Tous les procédés littéraires, comme les figures de style (comparaisons, métaphores) ou la vivacité des dialogues, ont pour but de rendre l’enseignement scientifique plaisant et divertissant. La fiction littéraire et les nombreuses questions laissées sans réponse montrent que la connaissance et la raison ont des limites : l’homme ne peut pas tout connaître.
► Ainsi, Fontenelle s’impose en tant que précurseur de la science-fiction : il aborde la question d’éventuels habitants sur d’autres planètes ou encore la possibilité de voyager dans l’espace. Il anticipe des romans comme De la Terre à la Lune de Jules Verne, qui présente des artilleurs voulant envoyer un obus habité sur la Lune. Ou encore le conte philosophique Micromégas de Voltaire, dans lequel un géant originaire d’une autre planète explore l’univers et donne une leçon d’humilité aux hommes, qui se pensent au centre de tout.
SUJET 2: Dans quelle mesure faut-il rendre accessibles les connaissances scientifiques ?
Bernard le Bouyer de Fontenelle ne s’adresse pas qu’aux scientifiques. Il s’adresse également aux lecteurs capables d’utiliser leur esprit et leur raison, ainsi que leur imagination ; et qui savent aussi reconnaître les limites de leurs capacités.
En cela, Fontenelle est un précurseur des Lumières : il rejette les préjugés et les dogmes tout en rendant les connaissances scientifiques accessibles à tous grâce à une formulation simple… Sauf à ceux qui n’ont pas l’esprit assez ouvert pour les accueillir.
En effet, l’entretien de la marquise avec deux individus lors du sixième soir montre que les hommes n’ont pas tous l’ouverture d’esprit nécessaire pour concevoir les révolutions scientifiques. « on ne persuade pas facilement aux hommes de mettre leur raison en la place de leurs yeux » (entretien du sixième soir).
► Aujourd’hui, heureusement, un savant ne risque plus d’être condamné pour ses découvertes scientifiques si elles s’érigent contre un dogme, c’est-à-dire une règle religieuse ou morale. Au contraire, les expériences scientifiques sont sans cesse valorisées, et elles vont même dans le sens des théories présentées par Fontenelle. Pour rappel, le cinquième soir s’appelle « Que les étoiles fixes sont autant de soleils, dont chacun éclaire un monde ». Et bien en 1995, les astronomes Michel Mayor et Didier Queloz découvrent la première exoplanète, une planète qui tourne autour d’une autre étoile que le Soleil (autrement dit qui se trouve en dehors de notre système solaire). Elle sera nommée 51 Pegasi b. Cela prouve que chaque étoile est potentiellement le centre d’un système planétaire… On est alors 300 ans après Fontenelle ! De même, tout au long des entretiens, Fontenelle se demande si la Terre est la seule planète habitée. C’est une question que se pose aussi la NASA, qui a lancé en 2021 la mission Perseverance pour chercher des traces de vie passée sur Mars !

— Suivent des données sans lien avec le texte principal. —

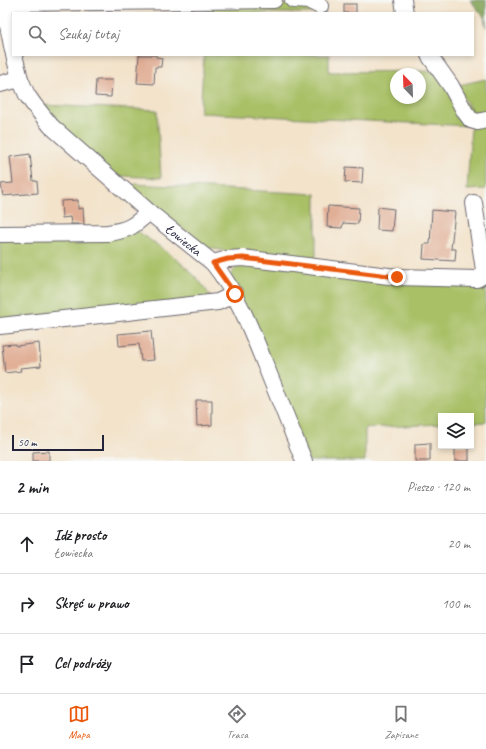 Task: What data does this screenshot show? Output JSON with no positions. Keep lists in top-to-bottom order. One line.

SUJET 3 : Tout le monde peut-il développer un intérêt pour les sciences ?
Cet ouvrage s’adresse aussi bien à ceux qui ont déjà le goût de la science, en tant que spécialistes, qu’à ceux qui ne l’ont pas encore, ou qui sont ignorants. Le mélange entre discours plaisant, divertissant et discours scientifique permet d’attirer l’attention de différents profils de lecteurs. Le seul véritable critère est d’avoir l’esprit ouvert et d’être patient, de ne pas se décourager face aux limites de l’esprit humain et des instruments de mesure. C’est ce que souligne la comparaison du philosophe et de l’éléphant : « les vrais philosophes sont comme les éléphants, qui en marchant ne posent jamais le second pied à terre, que le premier n’y soit bien affermi. » (entretien du sixième soir)
Un lecteur qui a du mal à comprendre la science pourrait rapidement se décourager et ne jamais développer d’intérêt pour cette discipline. Mais c’est justement pour cette raison que l’interlocutrice du savant est une marquise ignorante ! Celle-ci incarne le lecteur qui n’a aucune connaissance : même si on n’est pas spécialiste en la matière, on peut développer un intérêt pour les sciences et apprendre !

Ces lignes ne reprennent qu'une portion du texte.